Lessons Learned: Using Spark and Microservices
Lessons Learned: Using Spark and MicroservicesLessons Learned: Using Spark and Microservices
Lessons Learned: Using Spark and Microservices
 
Hadoop Summit 2014 - recap
Hadoop Summit 2014 - recapHadoop Summit 2014 - recap
Hadoop Summit 2014 - recap
 
High Performance Machine Learning in R with H2O
High Performance Machine Learning in R with H2OHigh Performance Machine Learning in R with H2O
High Performance Machine Learning in R with H2O
 
VMworld 2013: Virtualizing Databases: Doing IT Right
VMworld 2013: Virtualizing Databases: Doing IT Right VMworld 2013: Virtualizing Databases: Doing IT Right
VMworld 2013: Virtualizing Databases: Doing IT Right
 
HPC and cloud distributed computing, as a journey
HPC and cloud distributed computing, as a journeyHPC and cloud distributed computing, as a journey
HPC and cloud distributed computing, as a journey
 
Migrating Complex Data Aggregation from Hadoop to Spark-(Ashish Singh andPune...
Migrating Complex Data Aggregation from Hadoop to Spark-(Ashish Singh andPune...Migrating Complex Data Aggregation from Hadoop to Spark-(Ashish Singh andPune...
Migrating Complex Data Aggregation from Hadoop to Spark-(Ashish Singh andPune...
 
Hardware Provisioning
Hardware ProvisioningHardware Provisioning
Hardware Provisioning
 
Spark Uber Development Kit
Spark Uber Development KitSpark Uber Development Kit
Spark Uber Development Kit
 
Cassandra Day SV 2014: Spark, Shark, and Apache Cassandra
Cassandra Day SV 2014: Spark, Shark, and Apache CassandraCassandra Day SV 2014: Spark, Shark, and Apache Cassandra
Cassandra Day SV 2014: Spark, Shark, and Apache Cassandra
 
Trend Micro Big Data Platform and Apache Bigtop
Trend Micro Big Data Platform and Apache BigtopTrend Micro Big Data Platform and Apache Bigtop
Trend Micro Big Data Platform and Apache Bigtop
 
Realtime traffic analyser
Realtime traffic analyserRealtime traffic analyser
Realtime traffic analyser
 

Recently uploaded

Top profile Call Girls In dimapur [ 7014168258 ] Call Me For Genuine Models W...
Top profile Call Girls In dimapur [ 7014168258 ] Call Me For Genuine Models W...Top profile Call Girls In dimapur [ 7014168258 ] Call Me For Genuine Models W...

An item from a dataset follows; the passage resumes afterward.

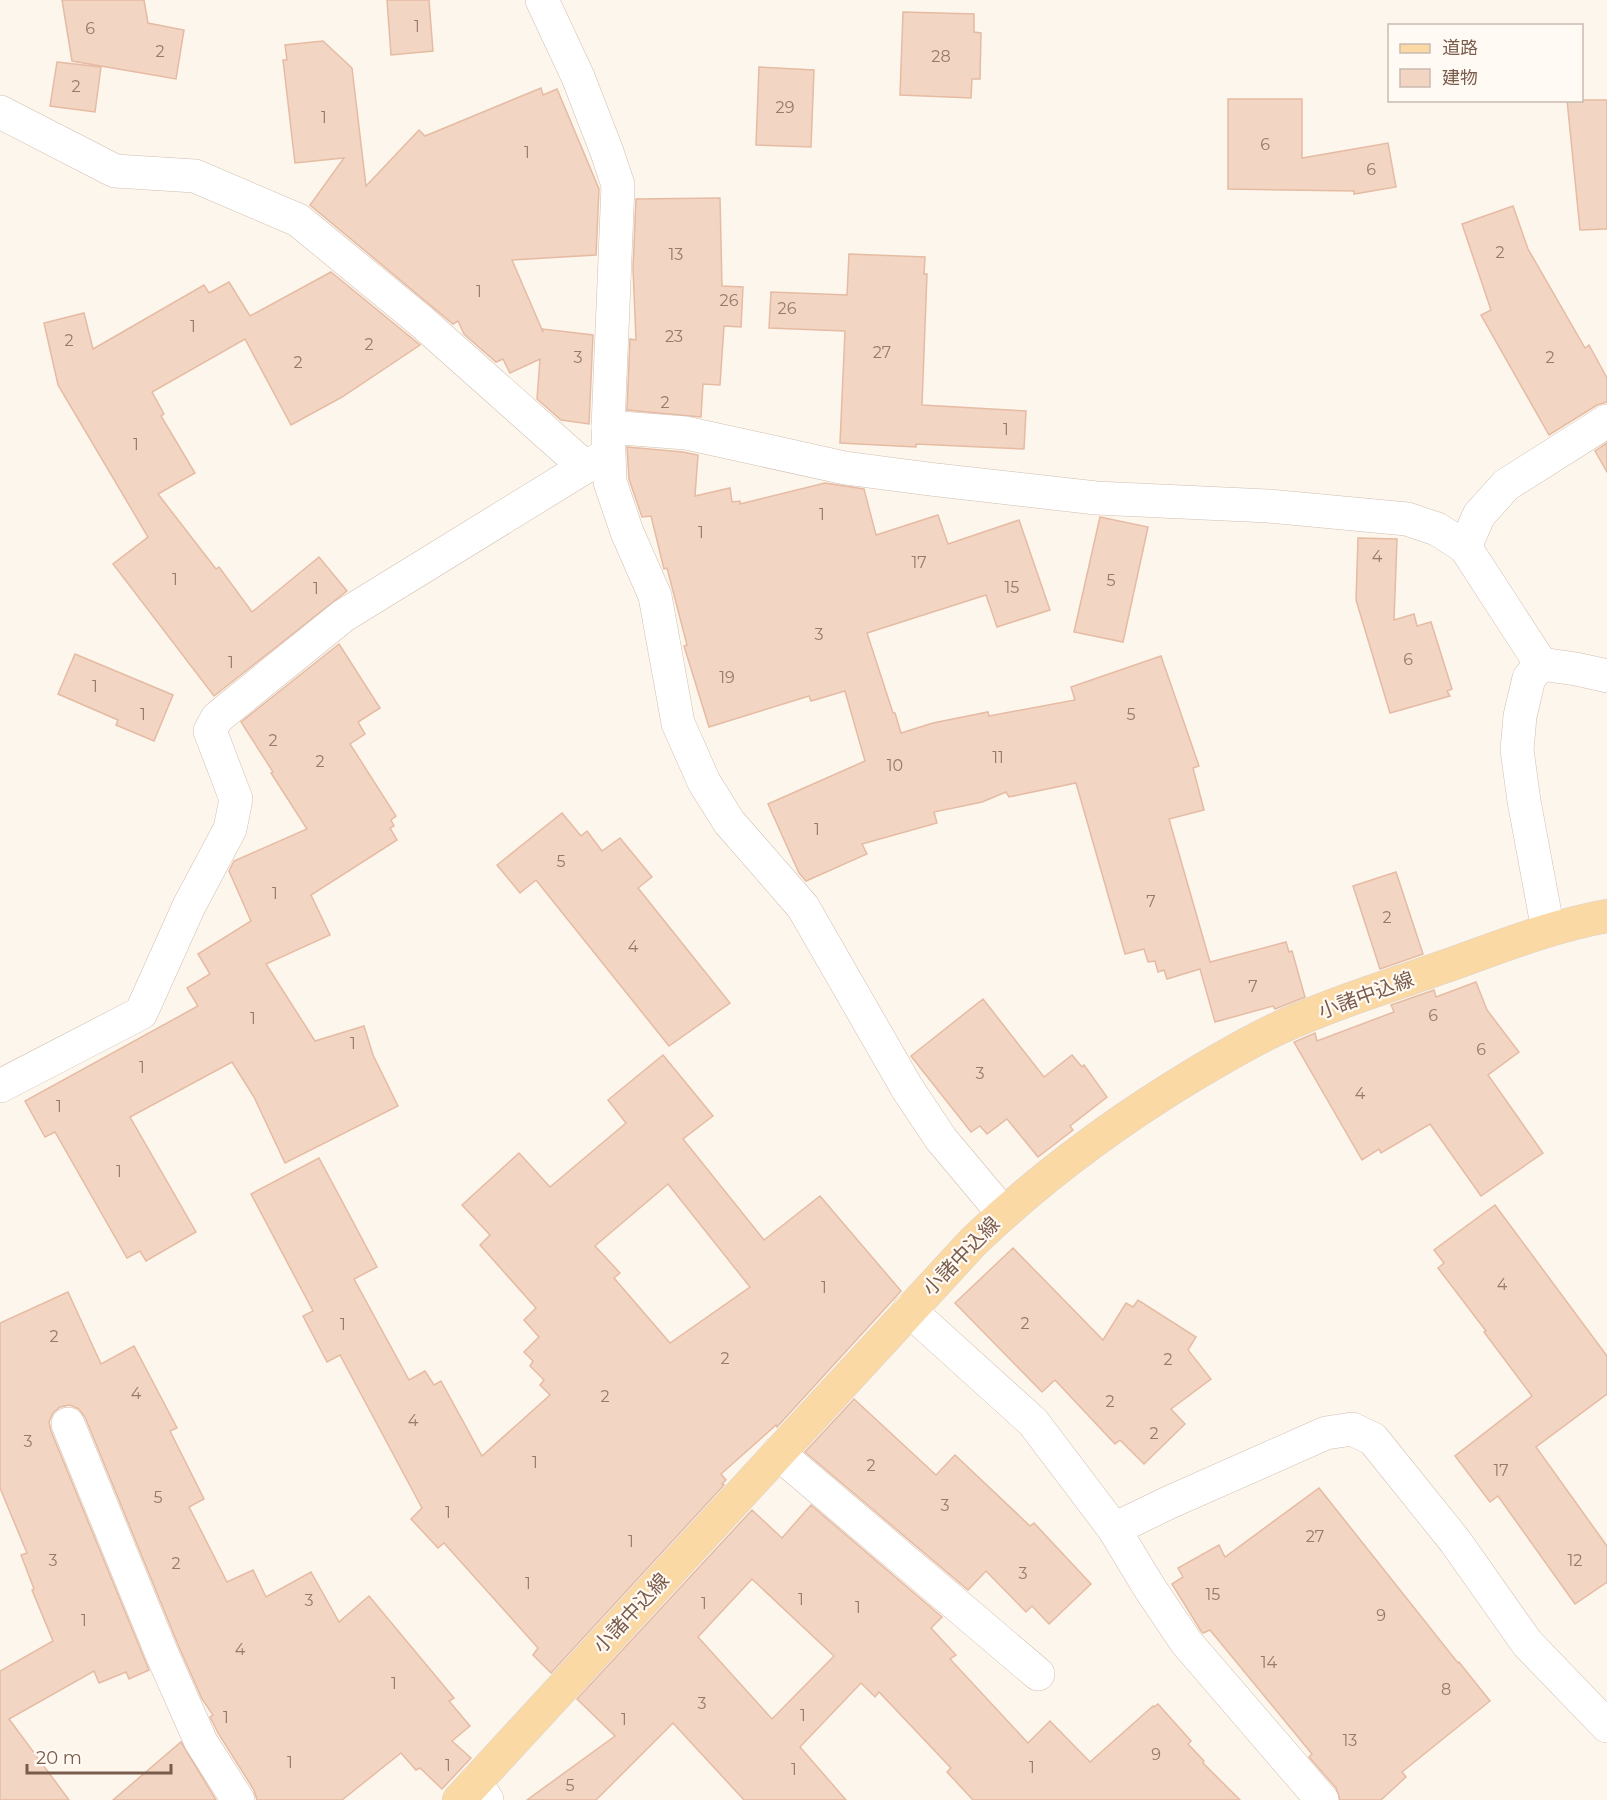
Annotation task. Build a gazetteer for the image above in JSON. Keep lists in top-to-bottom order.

Top profile Call Girls In dimapur [ 7014168258 ] Call Me For Genuine Models W...gajnagarg
 
Aspirational Block Program Block Syaldey District - Almora
Aspirational Block Program Block Syaldey District - AlmoraAspirational Block Program Block Syaldey District - Almora
Aspirational Block Program Block Syaldey District - AlmoraGovindSinghDasila
 
In Riyadh ((+919101817206)) Cytotec kit @ Abortion Pills Saudi Arabia
In Riyadh ((+919101817206)) Cytotec kit @ Abortion Pills Saudi ArabiaIn Riyadh ((+919101817206)) Cytotec kit @ Abortion Pills Saudi Arabia
In Riyadh ((+919101817206)) Cytotec kit @ Abortion Pills Saudi Arabiaahmedjiabur940
 
Harnessing the Power of GenAI for BI and Reporting.pptx
Harnessing the Power of GenAI for BI and Reporting.pptxHarnessing the Power of GenAI for BI and Reporting.pptx
Harnessing the Power of GenAI for BI and Reporting.pptxParas Gupta
 
DATA SUMMIT 24 Building Real-Time Pipelines With FLaNK
DATA SUMMIT 24  Building Real-Time Pipelines With FLaNKDATA SUMMIT 24  Building Real-Time Pipelines With FLaNK
DATA SUMMIT 24 Building Real-Time Pipelines With FLaNKTimothy Spann
 
Top profile Call Girls In Satna [ 7014168258 ] Call Me For Genuine Models We ...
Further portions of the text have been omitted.